How's this for a low-cost networking solution? In 1990, long on ambition but short on cash, Pete's Brewing Co., in Palo Alto, Calif., shelled out $150 for a wheeled typing cart and plunked a PC on top of it. Then came the tricky part of the configuration -- deciding who in the specialty-beer company's three-person accounting department would get first dibs on the machine.

As an information- and resource-sharing device, the network-on-a-cart was, of course, limited. It usually started its days in the office of the clerk who input distributors' orders for Pete's Wicked Lager or Wicked Ale. When she was finished, she'd roll it over to the person who sent out invoices.

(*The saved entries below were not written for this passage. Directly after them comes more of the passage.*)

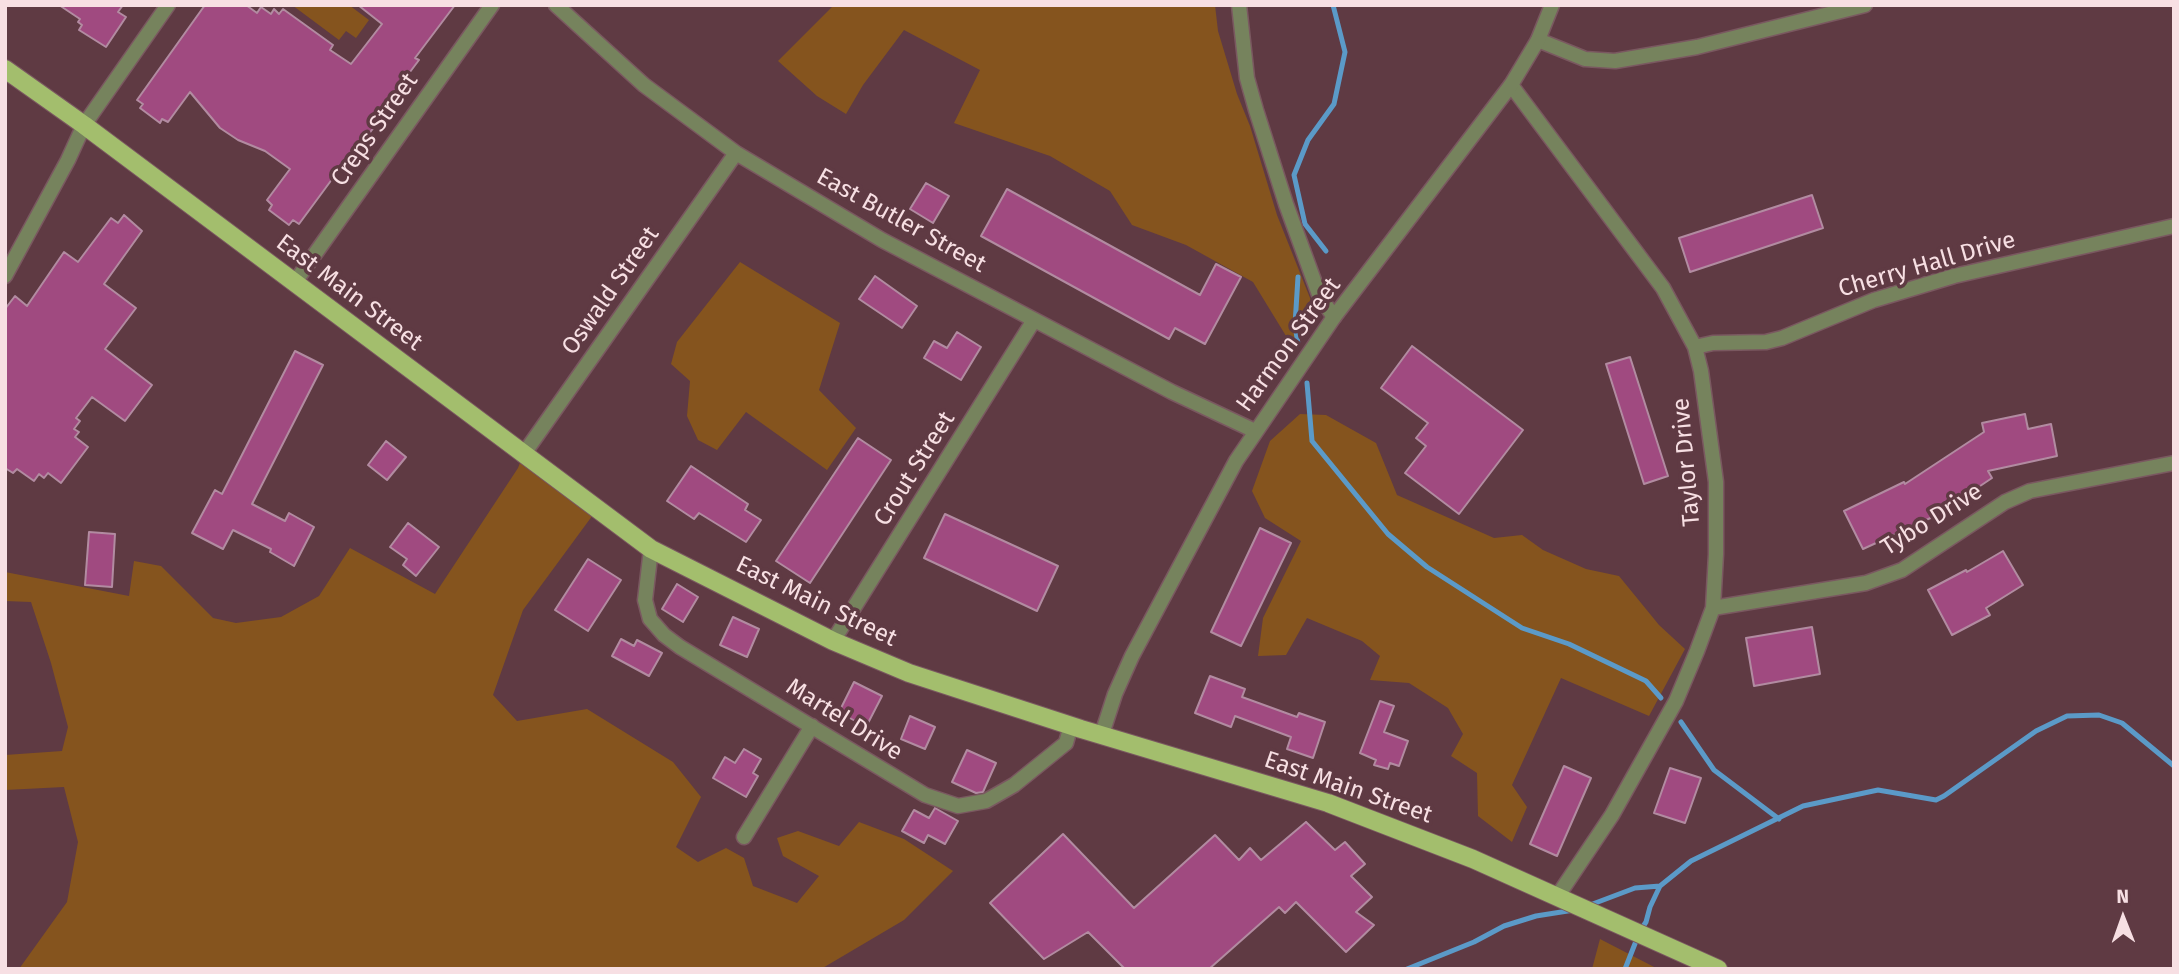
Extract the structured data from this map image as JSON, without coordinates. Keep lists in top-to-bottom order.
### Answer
{
  "streets": {
    "main road": ["East Main Street"],
    "street": [
      "Creps Street",
      "East Butler Street",
      "Cherry Hall Drive",
      "Oswald Street",
      "Harmon Street",
      "Taylor Drive",
      "Crout Street",
      "Tybo Drive",
      "Martel Drive"
    ]
  },
  "crossings": [
    ["Creps Street", "East Main Street"],
    ["East Butler Street", "Oswald Street"],
    ["East Butler Street", "Harmon Street"],
    ["East Butler Street", "Crout Street"],
    ["Cherry Hall Drive", "Taylor Drive"],
    ["Oswald Street", "East Main Street"],
    ["East Main Street", "Harmon Street"],
    ["East Main Street", "Taylor Drive"],
    ["East Main Street", "Crout Street"],
    ["East Main Street", "Martel Drive"],
    ["Harmon Street", "Taylor Drive"],
    ["Taylor Drive", "Tybo Drive"]
  ],
  "north": "top"
}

Eventually, the thing would end up beside the desk of chief financial officer Jim Collins, who handled the general ledger. "Back then we used our credit cards to buy things," recalls Collins, "so it was difficult to contemplate sinking $25,000 into a network."

Many high-growth companies today are similarly hamstrung because they don't have the cash to buy a real network. Indeed, "sneakernet" -- carrying data on floppies from one PC to another -- has become the de facto networking protocol for small business.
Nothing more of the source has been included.